Le monde du basketball universitaire américain en ébullition face à une décision controversée de la NCAA
Le technicien de Michigan State, Tom Izzo, exprime son courroux et son incompréhension face à la récente autorisation accordée par la NCAA aux anciens joueurs de la NBA G League de concourir en Division I. Pour lui, cette mesure témoigne d’une perte de cap alarmante pour le système sportif universitaire.
La controverse a éclaté cette semaine suite à l’engagement de London Johnson, ancien espoir quatre étoiles ayant passé trois ans dans la G League, au sein de l’équipe de l’Université de Louisville. Cette arrivée intervient seulement quelques semaines après que Thierry Darlan, autre vétéran de la G League, ait été déclaré éligible pour rejoindre Santa Clara.
« On nous a encore refilé ça à l’improviste », a déploré Tom Izzo, coach emblématique de Michigan State. « Un joueur peut passer deux ou trois ans en G League et, tout à coup, il est éligible ? La plupart de mes collaborateurs ignoraient tout de cette décision. Je ne suis pas vraiment enthousiasmé par le fait que la NCAA, ou quiconque prenne ces décisions, ne communique pas avec nous, se contentant de laisser faire par peur d’être poursuivi en justice. »

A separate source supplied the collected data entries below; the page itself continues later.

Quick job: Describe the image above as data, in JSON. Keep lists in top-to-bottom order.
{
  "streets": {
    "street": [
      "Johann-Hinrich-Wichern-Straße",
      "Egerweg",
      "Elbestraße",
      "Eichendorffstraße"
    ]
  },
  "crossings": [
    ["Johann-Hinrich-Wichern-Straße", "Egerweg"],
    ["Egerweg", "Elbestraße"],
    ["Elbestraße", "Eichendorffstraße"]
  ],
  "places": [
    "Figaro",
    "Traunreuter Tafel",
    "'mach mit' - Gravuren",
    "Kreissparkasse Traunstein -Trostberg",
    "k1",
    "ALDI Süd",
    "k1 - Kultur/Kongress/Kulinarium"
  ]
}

Sous les anciennes règles d’amateurisme de la NCAA, les athlètes qui acceptaient une rémunération au-delà des dépenses de subsistance de base ne pouvaient pas revenir à la compétition universitaire. London Johnson avait signé un contrat rapporté de deux ans pour 1,1 million de dollars avec le programme G League Ignite, désormais dissous, juste après le lycée en 2022. Thierry Darlan, originaire de la République centrafricaine, avait intégré le programme NBA Academy Africa avant de rejoindre la G League.
Bien que la NCAA n’ait pas formellement annoncé de nouvelle politique, la gestion de ces cas soulève des questions quant à la distinction entre joueurs professionnels et amateurs. L’émergence des « Name, Image, and Likeness » (NIL) a déjà brouillé ces lignes, tout comme le développement du « transfer portal » (portail des transferts).
« Qu’en est-il des lycéens que vous avez recrutés ? », s’est interrogé Izzo. « C’est le fils de quelqu’un, il pense avoir trouvé sa place, et soudain, hop ! On sort ça du chapeau et on fait venir un jeune de 21 ou 22 ans. Pour moi, c’est ridicule. C’est embarrassant. »
Entamant sa 31ème saison, Izzo affirme n’avoir reçu aucune information concernant ces changements d’éligibilité, ni lui ni d’autres entraîneurs avec lesquels il a échangé. Il exhorte la NCAA à plus de transparence et à « se ressaisir » avant d’éroder davantage la structure du basketball universitaire.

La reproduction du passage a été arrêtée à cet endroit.